Exercise description => Wherever "between" appears in the records below, copy the line that holds it.

---------- Records shown ----------

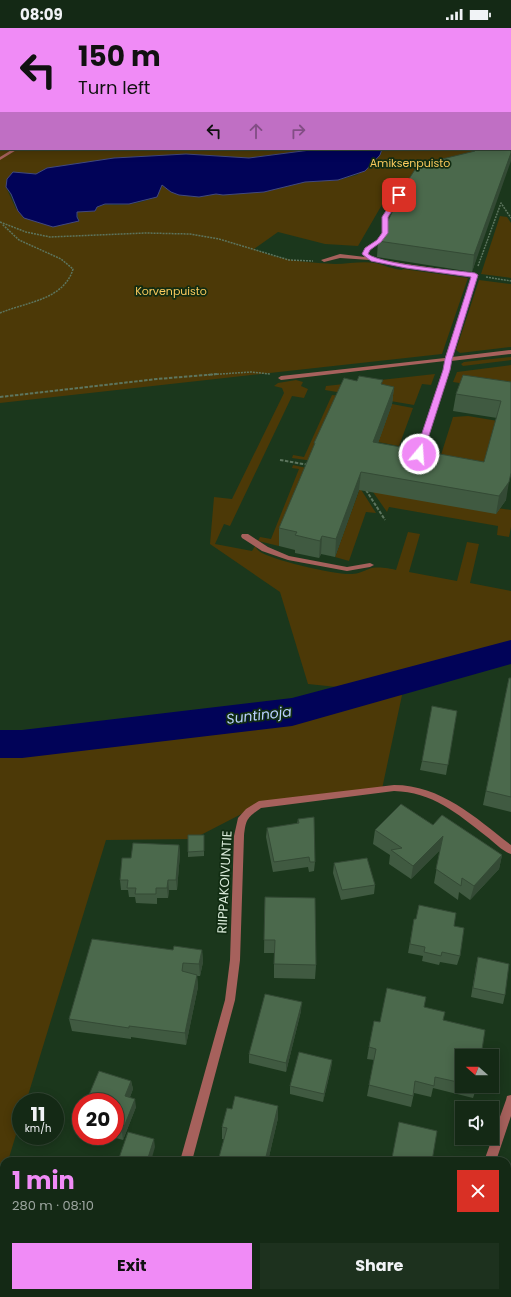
<!DOCTYPE html>
<html lang="en">
<head>
<meta charset="utf-8">
<style>
	:root { --surface:#142915; --page:#1d311e; --text:#f1f3f6; --muted:#9da6a0; --line:#334534; --accent:#f08bf6 }
	body { margin:0; font-family:Poppins,sans-serif; background:var(--page); color:var(--text); height:100vh; display:flex; flex-direction:column; font-size:15px; white-space:nowrap }
	* { box-sizing:border-box; margin:0 }
	p { font-size:13px; color:var(--muted) }
	.icon { flex:none; width:22px; height:22px; fill:none; stroke:currentColor; stroke-width:2; stroke-linecap:round; stroke-linejoin:round }
	.map { position:relative; flex:1; overflow:hidden }
	.side { position:absolute; left:0px; top:1129px; width:511px; height:140px; display:flex; flex-direction:column; background:var(--surface); border-radius:12px 12px 0 0; box-shadow:0 2px 10px #0003,0 0 0 1px var(--line) }
	.side>* { flex:none }
	.hud { position:absolute; left:0px; top:0px; width:511px; height:122px; box-shadow:0 2px 10px #0003,0 0 0 1px var(--line); background:#f08bf6; color:#111; overflow:hidden }
	.needle { width:26px; rotate:291deg }
	.tools { position:absolute; left:455px; top:1021px; display:grid; gap:8px }
	.tools a { display:grid; place-items:center; width:44px; height:44px; border-radius:0px; background:var(--surface); box-shadow:0 2px 10px #0003,0 0 0 1px var(--line); font-size:20px }
	.speed { position:absolute; left:12px; top:1065px; display:flex; gap:8px; font-size:20px; font-weight:700; text-align:center }
	.speed>* { display:grid; place-content:center; width:52px; height:52px; border-radius:50%; background:var(--surface); box-shadow:0 2px 10px #0003,0 0 0 1px var(--line); line-height:1 }
	.speed small { font-size:10px; font-weight:400 }
	.speed .limit { border:6px solid #d22; background:#fff; color:#111 }
	.pin { position:absolute; display:grid; place-items:center; width:34px; height:34px; color:#fff; margin:-17px; border-radius:8px; box-shadow:0 2px 6px #0006 }
	.me { position:absolute; width:44px; margin:-22px; rotate:18deg; stroke-linejoin:round; filter:drop-shadow(0 0 3px #0008) }
	.turn { display:flex; align-items:center; gap:14px; height:84px; padding:0 12px; font-size:18px }
	.turn .icon { width:52px; height:52px; stroke-width:2.5 }
	.turn b { display:block; font-size:28px; line-height:34px }
	.lanes { display:flex; align-items:center; height:38px; padding:0 12px; background:#0003; justify-content:center; gap:20px; direction:ltr }
	.lanes .off { opacity:.35 }
	.round { display:grid; place-items:center; flex:none; width:42px; height:42px; border-radius:0px; background:var(--page) }
	.overview { display:flex; align-items:center; justify-content:space-between; height:68px; padding:0 12px }
	h1 { font-size:24px; font-weight:700; line-height:30px; color:var(--accent) }
	.action { display:flex; gap:8px; margin-top:auto; padding:8px 12px }
	.action a { flex:1; height:46px; border-radius:0px; background:var(--accent); color:#111; font-size:16px; font-weight:700; line-height:46px; text-align:center }
	.action a+a { background:var(--page); color:var(--text) }
	.status { display:flex; justify-content:space-between; align-items:center; height:28px; padding:0 20px; background:var(--surface); direction:ltr }
	.status svg { height:11px; fill:currentColor }
	.map>svg:first-child { display:block }
	.green { fill:#4c3907 }
	.water { fill:#010358; stroke:#42497f }
	.lines { fill:none; stroke-linecap:round; stroke-linejoin:round }
	.river { fill:#010358; fill-rule:evenodd }
	.path-far1 { stroke:#5d755e; stroke-width:1.5; stroke-dasharray:2 1; stroke-linecap:butt }
	.path { stroke:#5d755e; stroke-width:2; stroke-dasharray:3.5 1.5; stroke-linecap:butt }
	.service { fill:#a6615c; fill-rule:evenodd }
	.minor { fill:#a6615c; fill-rule:evenodd }
	.wall { fill:#405a41 }
	.shaded-wall { fill:#344a35 }
	.building { fill:#4b694c; stroke:#344a35 }
	.route { fill:#f08bf6; stroke:#9c5aa0 }
	.labels { text-anchor:middle; stroke-width:3.5; stroke-linejoin:round; paint-order:stroke }
	.far-park-label { font-size:11px; fill:#fac95d; stroke:#112c12 }
	.street-label { font-size:13px; fill:#daebda; stroke:#112c12 }
	.water-label { font-size:14px; font-style:italic; fill:#bad0fe; stroke:#112c12 }
</style>
</head>
<body>
<div class="status"><b>08:09</b><svg viewBox="0 0 49 12"><path d="M0 12V9h3v3zM5 12V6h3v6zM10 12V3h3v9zM15 12V0h3v12zM26 1h20v11H26zM47 4h2v5h-2z"/></svg></div>
<div class="map">
<svg width="511" height="1269" viewBox="0 0 511 1269">
	<rect width="100%" height="100%" fill="#1b371c"/>
	<path class="green" d="M204,0H511V52L510,1Z
		M0,94L1,121H318L249,130L186,126L114,130L47,140L36,146L13,144L6,159L16,181L79,193L77,184L95,183L97,179C104,176 108,177 116,177C129,177 144,174 156,169L162,157L171,164L179,167L199,169L216,166L223,167L263,164L305,154L338,152L357,147L380,127L382,121H474L464,137L411,150H404L387,168L358,218L325,216L278,204L254,221C278,232 309,235 335,236C348,236 362,233 375,235C384,237 392,241 402,242L403,241L468,250L442,326L0,375Z
		M500,188L507,189L511,195V250L481,246Z
		M479,252L511,256V319L460,325L456,322Z
		M511,329V332L463,338L461,336L464,334Z
		M511,337V363L453,354L457,344Z
		M435,346L431,357L422,356L414,377L325,362L326,358Z
		M296,352L303,354L301,358L308,361L304,370L292,368L230,498L224,496L215,516L252,523L255,518C256,520 257,521 259,523C270,532 336,547 352,546C358,546 363,543 369,541C375,538 389,540 396,542L408,504L420,506L409,544L457,553L467,514L479,516L470,555L511,563V614L337,659L308,656L280,564L210,516L214,469L232,471L284,365L282,360L274,358L278,355Z
		M332,367L343,368L313,433L292,430L293,427L304,429Z
		M392,376L413,380L399,418L378,414Z
		M468,388L498,393L504,436L440,430L453,389Z
		M293,437L311,441L279,518L258,513L260,509L271,511L299,441L292,440Z
		M360,460L376,485L366,484L349,533L335,529Z
		M373,464L511,482V499L509,509L497,507L498,498L389,479L387,484Z
		M405,653L382,761L259,777L193,811L106,812L26,1074H21V1090L8,1133H4V1146L0,1159V716H22L292,684Z"/>
	<path class="water" d="M318,121H382L380,127L365,143L338,152L305,154L264,164L223,167L216,166L199,169L179,167L171,164L162,157L157,169L129,176H105L97,179L95,183L77,184V189L79,193L53,199L24,190L18,183L11,166L6,159L7,151L13,144L36,146L47,140L114,130L186,126L249,130Z"/>
	<g class="lines">
		<path class="river" d="M511,612V636L292,698L22,730H0V702H22L292,670Z"/>
		<path class="path-far1" d="M443,0L445,1
			M0,194L26,204L50,209L145,205L190,206L219,211L289,232L313,233
			M478,238L501,175L511,190
			M486,249L511,253
			M0,285C26,274 64,272 73,241L61,231L19,212L2,196
			M205,347L251,344L270,346"/>
		<path class="path" d="M0,369L157,351L218,346
			M280,432L309,437
			M366,462L385,492"/>
		<path class="service" d="M13,121H18L0,132V129Z
			M397,166L401,167L388,189V205L381,214L369,222L368,226L373,230L406,236L477,246L478,247L452,329L511,322V326L451,333L450,342L422,426L419,428L416,426L444,342L445,333L281,352L278,350L281,348L445,330L472,248L406,240L370,232L340,230L324,234L321,232L340,226L365,229L362,226L365,220L377,212L382,205V189Z
			M242,506H248L268,519L289,528L347,539L370,535L374,537L370,539L347,543L288,532L262,523L242,510L241,508Z"/>
		<path class="minor" d="M510,5H511V7H510Z
			M510,52H511V54H510Z
			M0,58H1V60H0Z
			M0,115H1V117H0Z
			M394,757C441,757 476,790 511,817V826C502,823 494,814 486,808C457,785 432,764 394,763L261,780C247,790 246,791 244,808L240,932L235,972L192,1133H180L225,972L230,932L234,808L238,790L246,781L259,773Z
			M511,1067V1088L496,1133H484L506,1072L507,1068Z
			M144,1265H156L155,1269H143Z
			M451,1265H463L462,1269H450Z"/>
	</g>
	<path class="wall" d="M23,0H89L90,1H23Z
		M510,121L472,244L377,229L378,213Z
		M357,353L394,359L392,376L378,415L484,434L497,390L453,383L456,366L511,354L506,472L496,486L359,462L335,529L321,526L319,530L295,525V522L279,518V500L314,420V415Z
		M509,650H511V784L483,777Z
		M457,683L446,747L420,742L422,733Z
		M401,776L433,797L442,787L502,827L499,841L470,872L459,864L458,872L434,855L440,822L411,851L389,836L390,827L373,816L375,802Z
		M298,791L315,834L314,843L309,844L308,839L273,844L266,809L267,800L297,796Z
		M204,807V828L188,829V824Z
		M179,817L180,826L177,862H169L168,870H157V876L136,875L135,869H129L128,862H121L120,852L131,830Z
		M334,835L375,857L374,866L341,872L333,845Z
		M265,869L316,937L315,951L274,950V925H264Z
		M414,891L454,898L460,928L457,937L440,934L439,937L422,933L423,928L408,925Z
		M173,922H202L203,934L200,948H197L198,959L186,1017L131,1009V1011L72,1003L69,991Z
		M478,929L505,967L503,976L471,969L476,938Z
		M424,979L443,992L462,1028V1058H477L473,1070L433,1060L431,1069L414,1065L411,1079L367,1068L374,1032L367,1031L369,1019L380,994Z
		M301,983L286,1044L249,1035V1026Z
		M332,1032L331,1040L323,1074L290,1066V1058Z
		M131,1053L133,1061L130,1069L136,1079L123,1112L109,1108H115V1074Z
		M278,1078V1090L268,1133H218L224,1111H222V1099L232,1081Z
		M81,1086V1099L79,1091Z
		M399,1094L432,1133H392Z
		M4,1209V1265H70L69,1269H2L0,1268V1219Z
		M372,1265H411V1269H371Z"/>
	<path class="shaded-wall" d="M511,125V133L472,244L474,227Z
		M394,359L392,376L372,432L373,414Z
		M361,444L359,462L335,529L336,511Z
		M509,454L506,472L496,486L499,468Z
		M322,508L321,526L319,530L320,513Z
		M443,808L440,822L411,851L413,838Z
		M179,817L180,826L177,862L176,852Z
		M502,827L499,841L470,872L474,858Z
		M168,852L169,862L168,870L167,860Z
		M202,922L203,934L200,948L199,936Z
		M197,947L198,959L186,1017L185,1005Z
		M302,974L301,983L286,1044V1035Z
		M332,1032L331,1040L323,1074L324,1066Z
		M131,1053L133,1061L127,1077L125,1068Z
		M135,1071L136,1079L123,1112L122,1104Z
		M278,1078V1090L268,1133H265Z
		M154,1111L155,1119L151,1133H147Z
		M63,1265H70L69,1269H62Z
		M243,1265H246L245,1269H242Z"/>
	<path class="building" d="M32,0H89L90,1H33Z
		M510,76H511V125L474,227L378,213L407,154L418,137L475,123L476,121H510Z
		M463,347L511,354V445L509,454L499,468L361,444L336,511L322,508L320,513L295,507L297,504L279,500L315,415H314L344,350L357,353L359,348L383,352L381,356L394,359L373,414L484,434L501,373L456,366Z
		M509,650H511V769L486,763Z
		M432,678L457,683L448,737L422,733Z
		M401,776L433,797L442,787L502,827L474,858L462,850L461,858L436,841L443,808L413,838L391,822L402,820L375,802Z
		M314,789L315,834H310L309,829L274,834L267,800L299,795L298,791Z
		M188,807H204V823L188,824Z
		M133,815L179,817L176,852H168L167,860H156V866H135L136,860H127L128,852H120L122,830H131Z
		M367,830L375,857L342,862L334,835Z
		M265,869L315,870L316,937L274,936L275,912H264Z
		M419,877L456,885L454,898L464,900L460,928L442,924L441,928L424,924L425,919L410,916L414,891H416Z
		M92,911L173,922L174,918L202,922L199,936L183,935L182,943L197,947L185,1005L129,998V1000L69,991Z
		M478,929L509,936L505,967L473,960Z
		M387,960L426,969L424,979L445,984L443,992L485,1002L481,1028H462V1055L435,1049L434,1058L415,1053L413,1068L369,1057L376,1021L369,1019L374,993L380,994Z
		M265,966L302,974L286,1035L249,1026Z
		M299,1024L332,1032L324,1066L290,1058Z
		M99,1043L131,1053L125,1068L135,1071L122,1104L115,1102V1074H86Z
		M235,1068L278,1078L265,1133H218L227,1100L222,1099L227,1080L232,1081Z
		M81,1086V1092L79,1091Z
		M399,1094L437,1103L432,1133H405L392,1130Z
		M128,1104L154,1111L147,1133H118Z
		M4,1209V1261L0,1260V1219Z
		M511,1256V1269H502L505,1265H507V1262Z
		M18,1265H63L62,1269H32Z
		M178,1265H243L242,1269H177Z
		M315,1265H353L368,1269H314Z
		M385,1265H411V1269H409Z"/>
	<path class="route" d="M397,166L402,167L388,189V205L381,214L370,222L368,226C383,237 453,242 475,245L478,247L452,331L450,342L423,426L419,429L415,426L443,342L445,331L471,249L406,240L371,233L362,226L365,220L377,212L382,205V189Z"/>
	<g class="labels">
		<g class="far-park-label">
			<text x="410" y="139">Amiksenpuisto</text>
			<text x="171" y="267">Korvenpuisto</text>
		</g>
		<g class="street-label">
			<text transform="translate(224 854) rotate(-87)" y="5">RIIPPAKOIVUNTIE</text>
		</g>
		<g class="water-label">
			<text transform="translate(259 687) rotate(-7)" y="5">Suntinoja</text>
		</g>
	</g>
</svg>
<div class="tools">
<a><svg class="needle" viewBox="-14 -14 28 28"><path d="M0-13l5 13h-10z" fill="#e53935"/><path d="M0 13l5-13h-10z" fill="#9da6a0"/></svg></a>
<a><svg class="icon" aria-label="sound" viewBox="0 0 24 24"><path d="M4 9h4l5-4v14l-5-4H4zM17 9q2 3 0 6"/></svg></a>
</div>
<div class="speed"><div>11<small>km/h</small></div><div class="limit">20</div></div>
<div class="pin" style="left:399px;top:167px;background:#d93025"><svg class="icon" aria-label="arrive" viewBox="0 0 24 24"><path d="M6 21V4h12l-3 4 3 4H6"/></svg></div>
<svg class="me" style="left:419px;top:426px" viewBox="-20 -20 40 40"><circle r="17" fill="#f08bf6" stroke="#fff" stroke-width="3"/><path d="M0-11L8 9 0 5-8 9z" fill="#fff"/></svg>
<div class="hud">
<div class="turn"><svg class="icon" aria-label="left" viewBox="0 0 24 24"><path d="M17 20v-9H6M10 6l-5 5 5 5"/></svg><div><b>150 m</b>Turn left</div></div>
<div class="lanes"><svg class="icon" aria-label="left" viewBox="0 0 24 24"><path d="M17 20v-9H6M10 6l-5 5 5 5"/></svg><svg class="icon off" aria-label="ahead" viewBox="0 0 24 24"><path d="M12 20V5M6 11l6-6 6 6"/></svg><svg class="icon off" aria-label="right" viewBox="0 0 24 24"><path d="M7 20v-9h11M14 6l5 5-5 5"/></svg></div>
</div>
<section class="side">
<div class="overview"><div><h1>1 min</h1><p>280 m · 08:10</p></div><a class="round" style="background:#d93025;color:#fff"><svg class="icon" aria-label="close" viewBox="0 0 24 24"><path d="M6 6l12 12M18 6L6 18"/></svg></a></div>
<div class="action"><a>Exit</a><a>Share</a></div>
</section>
</div>
</body>
</html>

----------

Result =>
	.overview { display:flex; align-items:center; justify-content:space-between; height:68px; padding:0 12px }
	.status { display:flex; justify-content:space-between; align-items:center; height:28px; padding:0 20px; background:var(--surface); direction:ltr }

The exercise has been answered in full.